### Information shown

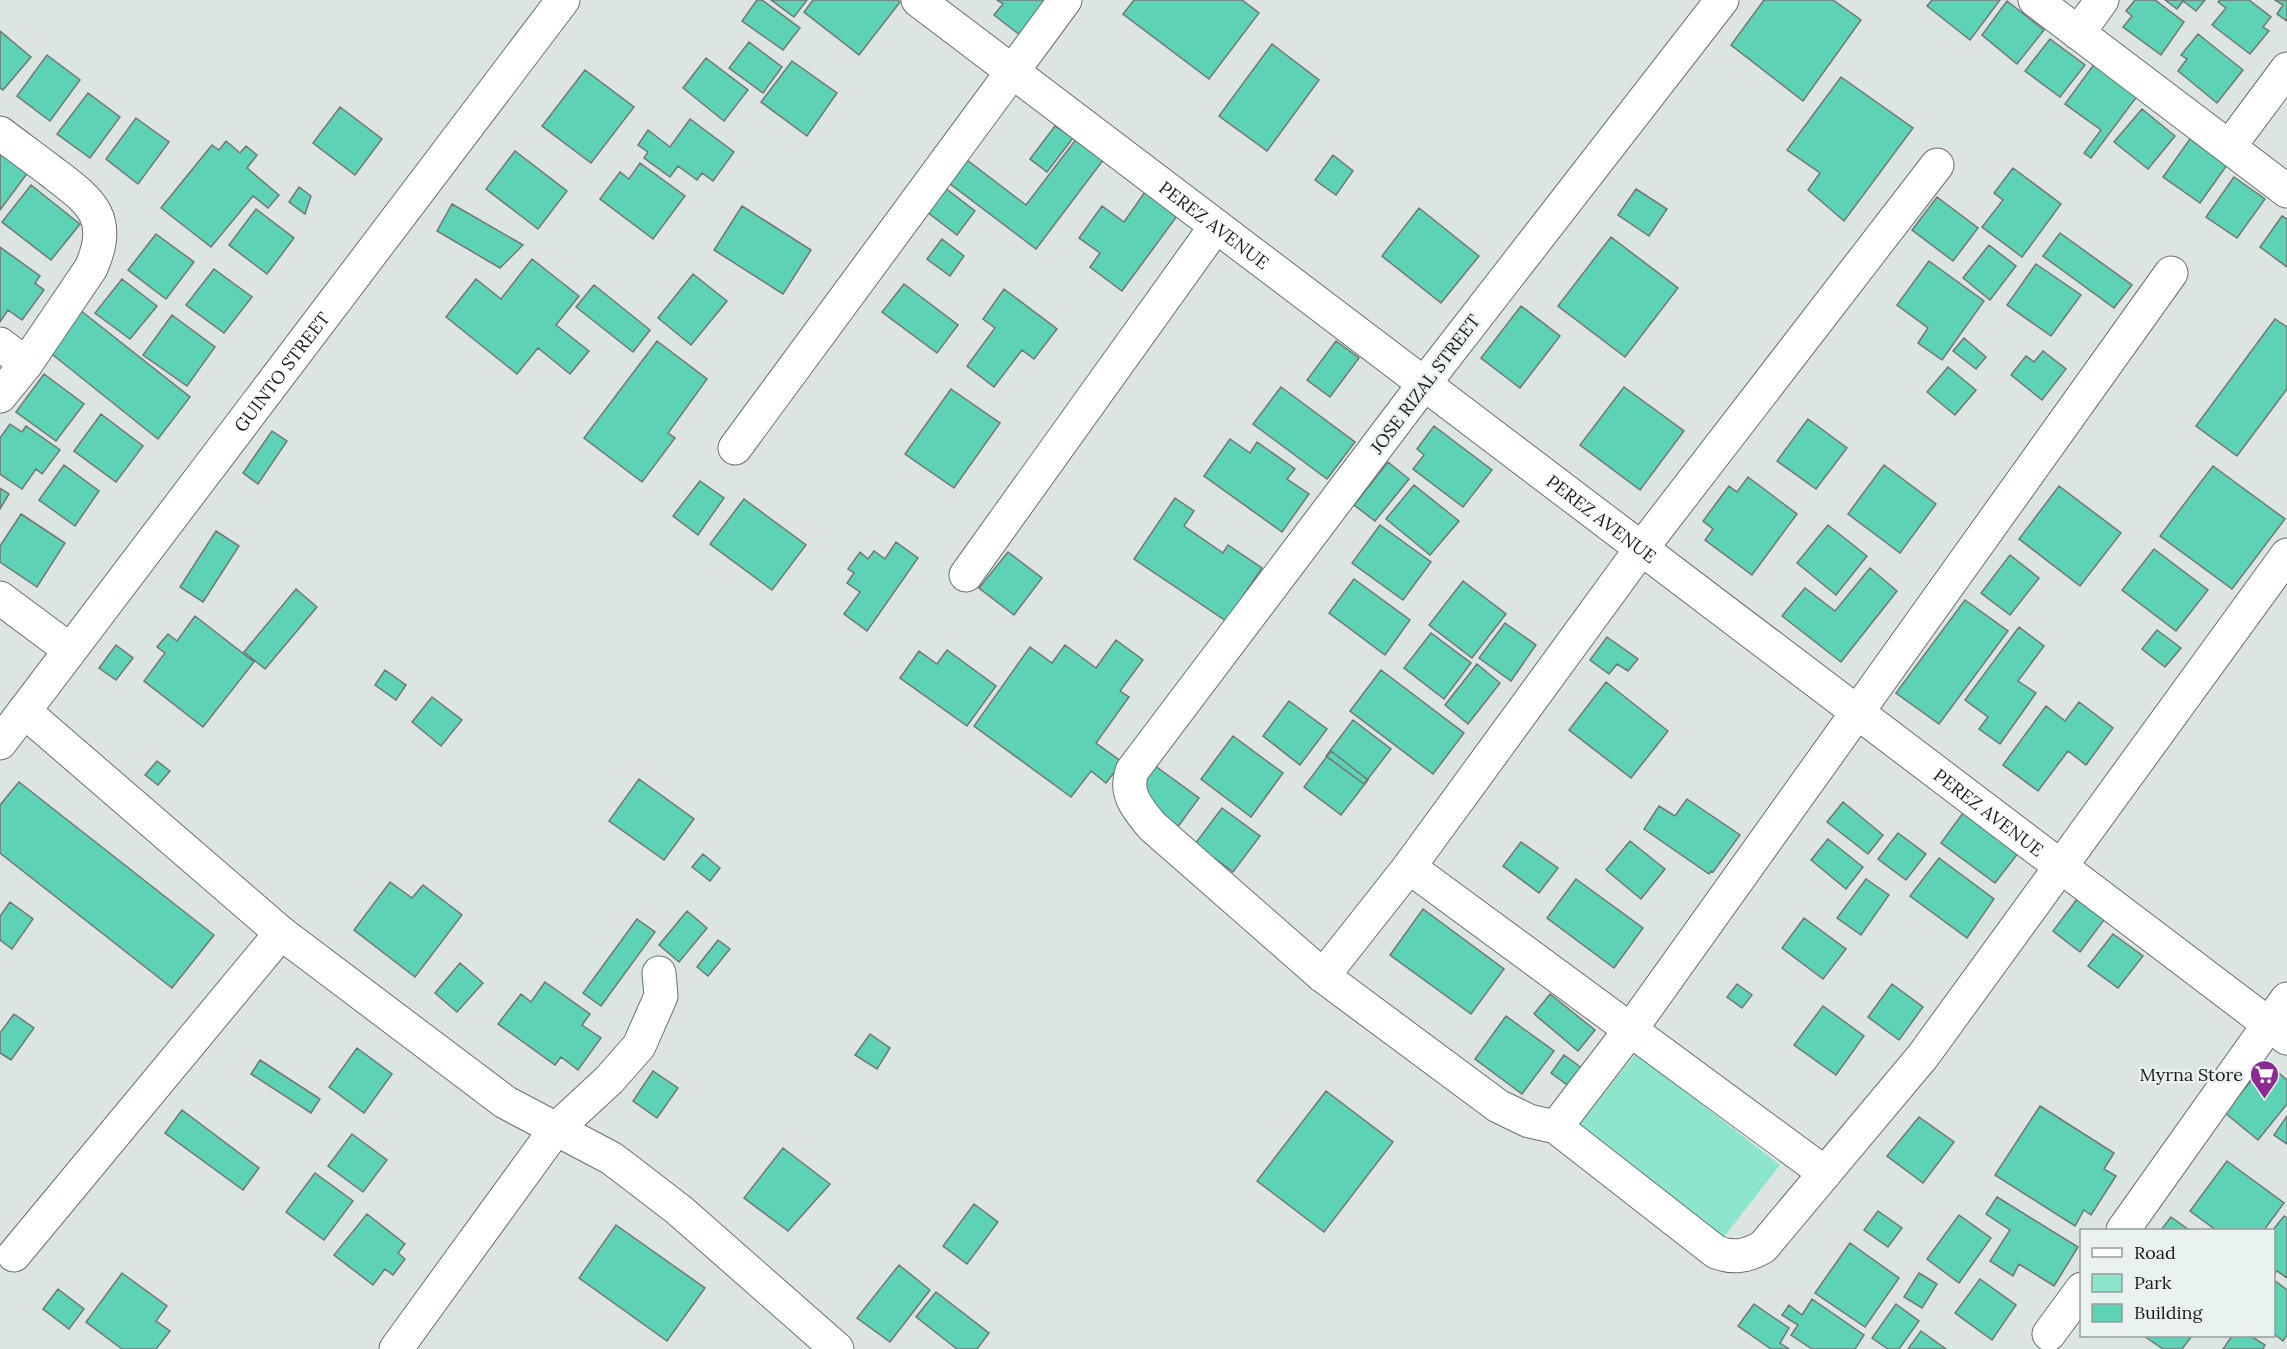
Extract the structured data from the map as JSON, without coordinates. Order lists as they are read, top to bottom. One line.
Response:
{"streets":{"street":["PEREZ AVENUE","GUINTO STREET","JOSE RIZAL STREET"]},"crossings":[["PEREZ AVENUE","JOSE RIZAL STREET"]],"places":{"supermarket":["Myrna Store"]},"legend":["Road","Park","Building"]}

### What is required
Please print the listing above again word for word, without its pictures.

### Solution below
Extract the structured data from the map as JSON, without coordinates. Order lists as they are read, top to bottom. One line.
Response:
{"streets":{"street":["PEREZ AVENUE","GUINTO STREET","JOSE RIZAL STREET"]},"crossings":[["PEREZ AVENUE","JOSE RIZAL STREET"]],"places":{"supermarket":["Myrna Store"]},"legend":["Road","Park","Building"]}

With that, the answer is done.